ATHLETE, WEIGHTLIFTING

Bob Walt follows a family tradition. With his induction into the Belleville Sports Hall of Fame in 2003, he becomes the third member of the city’s illustrious ‘First Family of Weightlifting’ to enter the town’s athletic shrine. Walt’s older brothers, Art and Gary, were inducted in 1992. But Bob Walt had to wait until he was 50 to become eligible to enter the hall. That is because he was still competing in his beloved sport of Olympic style weightlifting as an accomplished Masters athlete long after his brothers and most of his rivals had retired from the game. In fact, Walt has often said he is not getting older, just better. His Masters accomplishments would seem to confirm that belief.
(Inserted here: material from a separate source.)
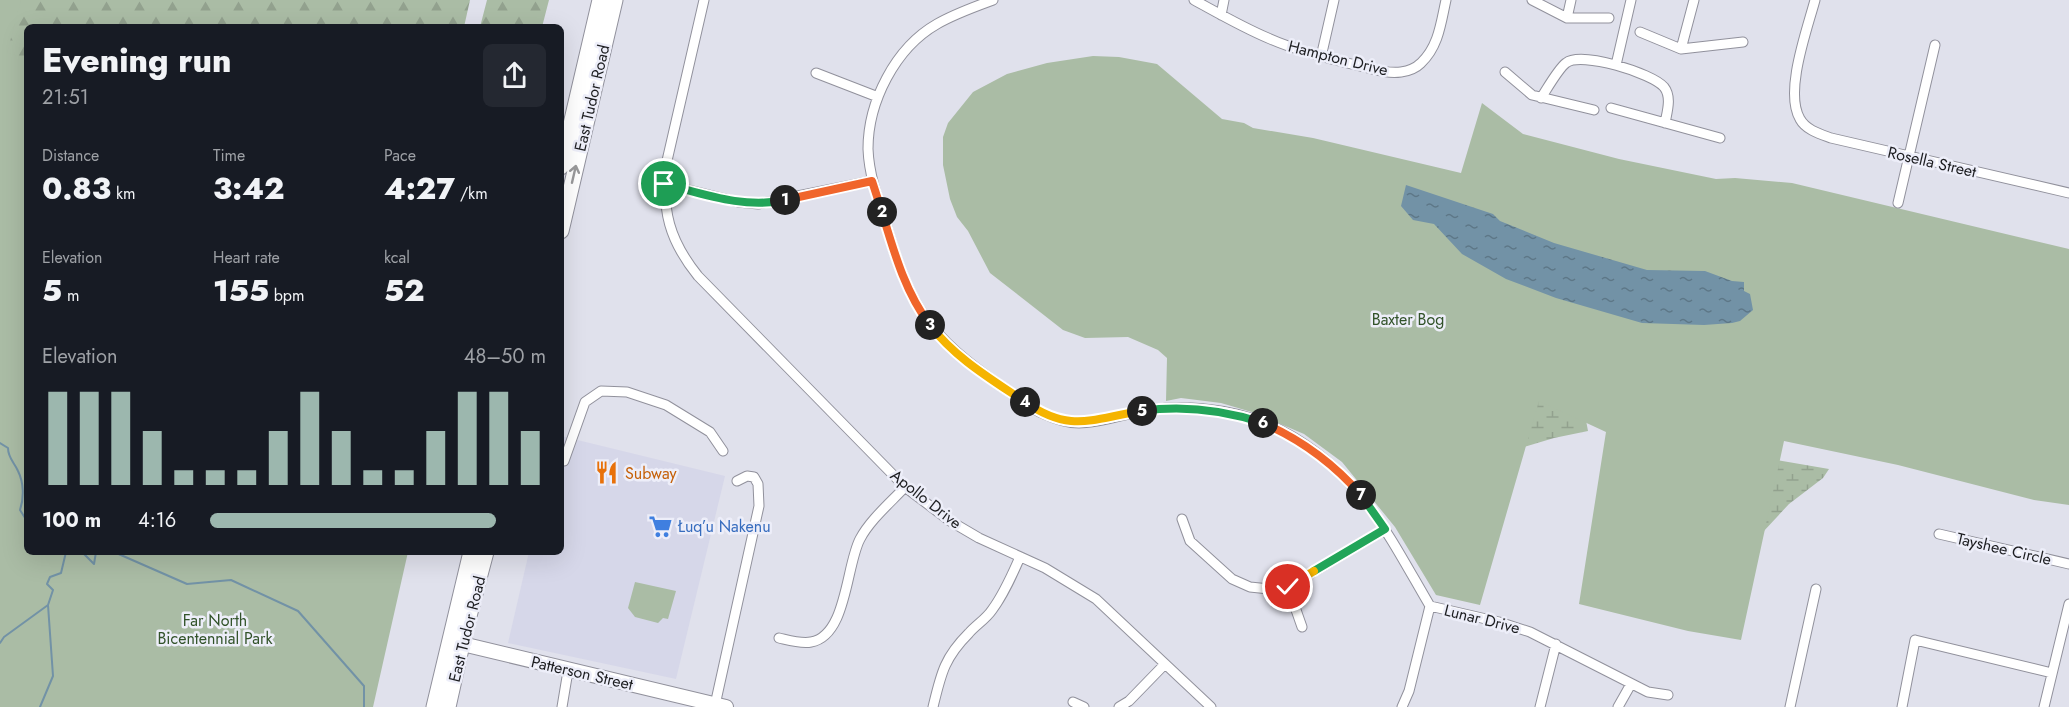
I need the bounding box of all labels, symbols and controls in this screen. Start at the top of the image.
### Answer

He is a 10-time Canadian Masters champion and current national record-holder.

Walt was inducted into the Canadian Masters Hall of Fame in 2001. He was World Masters champion in 2000 and is a three-time Pan American Masters champ: in 1999, 2001 and 2002. Walt entered the New Millennium in his fifth decade as a member of Belleville’s Apollo Barbell Club, one of the most respected weightlifting outfits in Canada.

While Walt’s achievements as a Masters lifter are indeed impressive, the seeds for success were clearly sown in his early years with the Apollo Club. Born in Belleville on August 27, 1949, Walt followed his brothers into the Apollo fold where they dominated the local weightlifting scene, competing against each other in the gym and blowing away the competition at weekend contests around the province and, later, the nation.

Walt first tasted success in the iron game in 1966 when he was Canadian teenage champion for his weight class. He added a second teen title in 1969. Walt was a Canadian champion in 1968, Canadian intermediate champion a year later and a British Commonwealth record-holder for two years, from 1967 to 1968. Other titles included an Ontario senior crown in 1966, Best Lifter title at the 1968 provincial championships and the 1969 Ontario Junior belt. At the Canada Games in 1971, Walt won a bronze medal. Two years later, he qualified for the World Championships and was Canadian runner-up in 1976 and 1978.

Walt’s achievements cannot, however, be measured by medals alone. His dedication to the sport includes not only his continued active involvement, but the very fact he provided the once nomadic Apollo Club with a permanent home – in his garage. Walt is proof that age is just a number. It need not be a factor in achieving athletic success.